Examples of flattening the object structures are here:
https://github.com/e-mission/e-mission-server/blob/master/emission/storage/timeseries/builtin_timeseries.py#L269
which calls
https://github.com/e-mission/e-mission-server/blob/master/emission/storage/timeseries/builtin_timeseries.py#L149

This is definitely lower priority than getting the JSON working end to end, but I wanted to document it for the record.

shankari · 2021-03-09T16:32:41Z

one potential solution for the JSON is: concatenate the input parameters for every retrieval call to represent the filename that has the data.

So if we retrieve data for:

manual/evaluation_transition
1111111
222222

then we create a JSON file called data_manual-evaluation_transition_111111_22222

we go through and do this for all API calls that we currently execute
we can then replace the name of retrieve_data_from_server to read_data_from_file and replace the implementation from a REST API call to a file read.

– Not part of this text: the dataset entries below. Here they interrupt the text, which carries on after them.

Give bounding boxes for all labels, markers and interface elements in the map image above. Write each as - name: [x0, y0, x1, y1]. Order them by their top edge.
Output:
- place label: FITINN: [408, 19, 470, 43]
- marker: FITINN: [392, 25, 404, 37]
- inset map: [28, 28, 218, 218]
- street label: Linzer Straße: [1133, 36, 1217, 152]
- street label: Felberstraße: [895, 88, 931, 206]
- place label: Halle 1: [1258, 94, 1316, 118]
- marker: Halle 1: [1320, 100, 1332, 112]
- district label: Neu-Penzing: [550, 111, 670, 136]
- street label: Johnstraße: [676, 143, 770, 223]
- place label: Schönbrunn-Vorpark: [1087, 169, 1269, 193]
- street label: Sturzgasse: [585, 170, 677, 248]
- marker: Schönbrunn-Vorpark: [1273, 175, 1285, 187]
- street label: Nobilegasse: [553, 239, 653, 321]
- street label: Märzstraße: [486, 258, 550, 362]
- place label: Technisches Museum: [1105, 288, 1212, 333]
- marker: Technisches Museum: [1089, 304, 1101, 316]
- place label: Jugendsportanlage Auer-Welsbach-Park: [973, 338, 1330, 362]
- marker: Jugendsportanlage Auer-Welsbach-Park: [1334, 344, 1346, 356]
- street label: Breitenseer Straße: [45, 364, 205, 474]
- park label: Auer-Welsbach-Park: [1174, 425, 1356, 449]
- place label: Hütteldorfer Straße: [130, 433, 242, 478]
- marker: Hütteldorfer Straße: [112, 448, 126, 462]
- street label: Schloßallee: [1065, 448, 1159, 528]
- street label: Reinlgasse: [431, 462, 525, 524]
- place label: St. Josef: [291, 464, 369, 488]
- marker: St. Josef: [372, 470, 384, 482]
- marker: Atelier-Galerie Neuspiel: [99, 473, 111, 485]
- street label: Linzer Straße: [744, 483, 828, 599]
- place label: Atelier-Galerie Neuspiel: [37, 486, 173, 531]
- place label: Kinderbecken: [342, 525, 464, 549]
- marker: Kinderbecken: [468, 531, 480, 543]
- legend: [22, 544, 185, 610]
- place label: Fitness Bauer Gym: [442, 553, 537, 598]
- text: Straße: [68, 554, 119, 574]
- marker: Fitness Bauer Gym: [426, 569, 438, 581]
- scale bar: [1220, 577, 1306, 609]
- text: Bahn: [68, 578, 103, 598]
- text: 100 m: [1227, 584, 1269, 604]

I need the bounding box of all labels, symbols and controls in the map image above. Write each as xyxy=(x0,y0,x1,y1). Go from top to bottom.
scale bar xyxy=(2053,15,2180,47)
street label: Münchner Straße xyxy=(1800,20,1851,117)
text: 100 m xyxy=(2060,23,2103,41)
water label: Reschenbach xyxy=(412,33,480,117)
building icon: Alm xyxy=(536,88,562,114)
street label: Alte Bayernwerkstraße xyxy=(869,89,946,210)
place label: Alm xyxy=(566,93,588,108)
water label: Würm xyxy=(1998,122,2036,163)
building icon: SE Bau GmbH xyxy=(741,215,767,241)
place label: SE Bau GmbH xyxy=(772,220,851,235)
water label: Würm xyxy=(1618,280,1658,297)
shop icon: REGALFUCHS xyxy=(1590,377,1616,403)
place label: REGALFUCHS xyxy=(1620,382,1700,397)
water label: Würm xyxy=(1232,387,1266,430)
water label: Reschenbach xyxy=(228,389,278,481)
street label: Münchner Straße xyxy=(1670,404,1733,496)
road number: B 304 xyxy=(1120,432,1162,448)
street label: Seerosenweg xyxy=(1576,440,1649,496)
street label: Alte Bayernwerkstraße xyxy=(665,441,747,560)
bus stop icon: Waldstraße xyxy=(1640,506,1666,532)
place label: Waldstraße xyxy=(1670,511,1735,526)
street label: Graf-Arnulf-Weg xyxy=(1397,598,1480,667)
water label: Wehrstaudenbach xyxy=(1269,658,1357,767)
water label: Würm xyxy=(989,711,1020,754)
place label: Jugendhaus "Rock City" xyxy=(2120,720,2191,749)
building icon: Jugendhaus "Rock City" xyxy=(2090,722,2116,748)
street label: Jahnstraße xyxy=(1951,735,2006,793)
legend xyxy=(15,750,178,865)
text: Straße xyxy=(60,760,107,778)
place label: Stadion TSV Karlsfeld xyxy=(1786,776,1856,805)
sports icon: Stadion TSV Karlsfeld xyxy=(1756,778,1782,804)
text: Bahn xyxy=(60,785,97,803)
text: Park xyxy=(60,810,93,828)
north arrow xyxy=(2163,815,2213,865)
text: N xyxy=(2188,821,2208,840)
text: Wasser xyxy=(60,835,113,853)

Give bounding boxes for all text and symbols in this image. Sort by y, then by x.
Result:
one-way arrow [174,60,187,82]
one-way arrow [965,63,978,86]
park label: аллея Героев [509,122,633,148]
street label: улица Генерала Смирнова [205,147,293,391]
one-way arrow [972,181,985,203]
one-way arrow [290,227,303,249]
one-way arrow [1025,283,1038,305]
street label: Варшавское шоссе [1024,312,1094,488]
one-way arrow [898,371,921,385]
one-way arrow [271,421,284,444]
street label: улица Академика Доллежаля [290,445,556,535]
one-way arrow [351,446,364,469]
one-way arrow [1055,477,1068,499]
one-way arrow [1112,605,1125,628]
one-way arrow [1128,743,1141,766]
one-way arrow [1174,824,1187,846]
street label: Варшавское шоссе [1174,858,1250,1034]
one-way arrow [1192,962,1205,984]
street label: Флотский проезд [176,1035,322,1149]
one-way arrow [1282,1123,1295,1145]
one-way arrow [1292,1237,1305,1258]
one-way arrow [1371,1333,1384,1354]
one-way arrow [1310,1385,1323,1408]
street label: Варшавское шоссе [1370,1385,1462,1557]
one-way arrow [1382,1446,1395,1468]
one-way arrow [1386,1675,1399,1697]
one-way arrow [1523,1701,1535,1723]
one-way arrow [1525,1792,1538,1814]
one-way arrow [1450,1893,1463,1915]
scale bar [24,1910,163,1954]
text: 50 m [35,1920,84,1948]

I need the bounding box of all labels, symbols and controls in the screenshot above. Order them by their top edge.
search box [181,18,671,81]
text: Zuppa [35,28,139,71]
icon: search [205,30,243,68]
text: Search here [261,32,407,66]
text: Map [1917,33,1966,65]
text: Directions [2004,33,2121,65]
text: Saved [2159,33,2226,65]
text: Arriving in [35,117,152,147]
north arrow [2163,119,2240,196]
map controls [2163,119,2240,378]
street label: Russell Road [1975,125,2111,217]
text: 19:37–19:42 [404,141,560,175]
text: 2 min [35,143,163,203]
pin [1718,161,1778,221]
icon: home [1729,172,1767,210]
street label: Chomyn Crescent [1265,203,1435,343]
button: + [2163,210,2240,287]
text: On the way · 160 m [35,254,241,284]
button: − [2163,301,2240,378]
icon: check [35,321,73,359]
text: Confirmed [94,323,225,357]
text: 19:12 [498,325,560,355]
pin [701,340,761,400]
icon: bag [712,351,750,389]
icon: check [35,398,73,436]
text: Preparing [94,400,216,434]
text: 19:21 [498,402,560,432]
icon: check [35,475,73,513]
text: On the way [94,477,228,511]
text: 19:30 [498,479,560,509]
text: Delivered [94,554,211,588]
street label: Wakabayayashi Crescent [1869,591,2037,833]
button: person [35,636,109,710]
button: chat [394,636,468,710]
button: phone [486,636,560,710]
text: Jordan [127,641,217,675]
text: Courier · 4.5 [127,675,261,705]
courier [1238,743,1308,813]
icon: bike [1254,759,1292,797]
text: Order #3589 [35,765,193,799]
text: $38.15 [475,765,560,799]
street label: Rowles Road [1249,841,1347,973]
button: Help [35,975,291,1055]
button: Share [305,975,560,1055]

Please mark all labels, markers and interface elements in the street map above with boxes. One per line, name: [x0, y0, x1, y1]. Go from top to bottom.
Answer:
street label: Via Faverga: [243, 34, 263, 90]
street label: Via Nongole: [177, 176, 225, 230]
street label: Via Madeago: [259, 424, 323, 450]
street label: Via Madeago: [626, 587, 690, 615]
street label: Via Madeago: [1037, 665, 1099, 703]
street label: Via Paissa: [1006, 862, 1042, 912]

shankari · 2021-03-09T16:34:01Z

we can then move the retrieve_data_from_server code to a script that pulls data from a server and creates files

So two main changes:

script that pulls data from the server (since the data will be collected on a server and is in a server now) and saves it to files
change all the notebooks to use a new method that loads data from the files

shankari · 2021-03-09T16:35:29Z

the script can be in bin - I think there may be a similar script that pulls data and stores it to a local mongodb. we would want to store to a file instead.

singhish · 2021-03-10T23:56:49Z

Design Document - File-based Data Retrieval

(`bin/dump_data_to_file.py`)

Input

Required flags:

--user: the user string with which to retrieve data. This could be either [email protected] or a device name, depending on the endpoint.
--endpoint: the endpoint to retrieve data from, e.g. manual/evaluation_transitions.

Optional flags:

--datastore-url: the location where E-Mission server is running. This defaults to a local instance running at http://localhost:8080, though this could also be a public URL.
--start-ts: the starting timestamp from where data is queried. The default value here is 0.
--end-ts: the ending timestamp to where data is queried. The default value is the result of arrow.get().timestamp.

Output

The output of the server call as specified by the input. This will be an output file in the format data_{endpoint}_{start timestamp}_{end timestamp}.json that contains the JSON data returned from the server call.

E.g. if your input flags are --user [email protected] and --endpoint config/evaluation_spec, the output file will be named data_config~evaluation-spec_0_16593840.json.

Valid Endpoints

manual/evaluation_transition
background/battery
background/motion_activity
background/location
background/filtered_location
statemachine/transition

Design Choices

It is worth noting that the original data retrieval mechanism in spec_details.py makes use of an object to maintain information about the spec ID and the datastore URL. The spec ID is not needed to retrieve data from the server, so it is omitted from this script.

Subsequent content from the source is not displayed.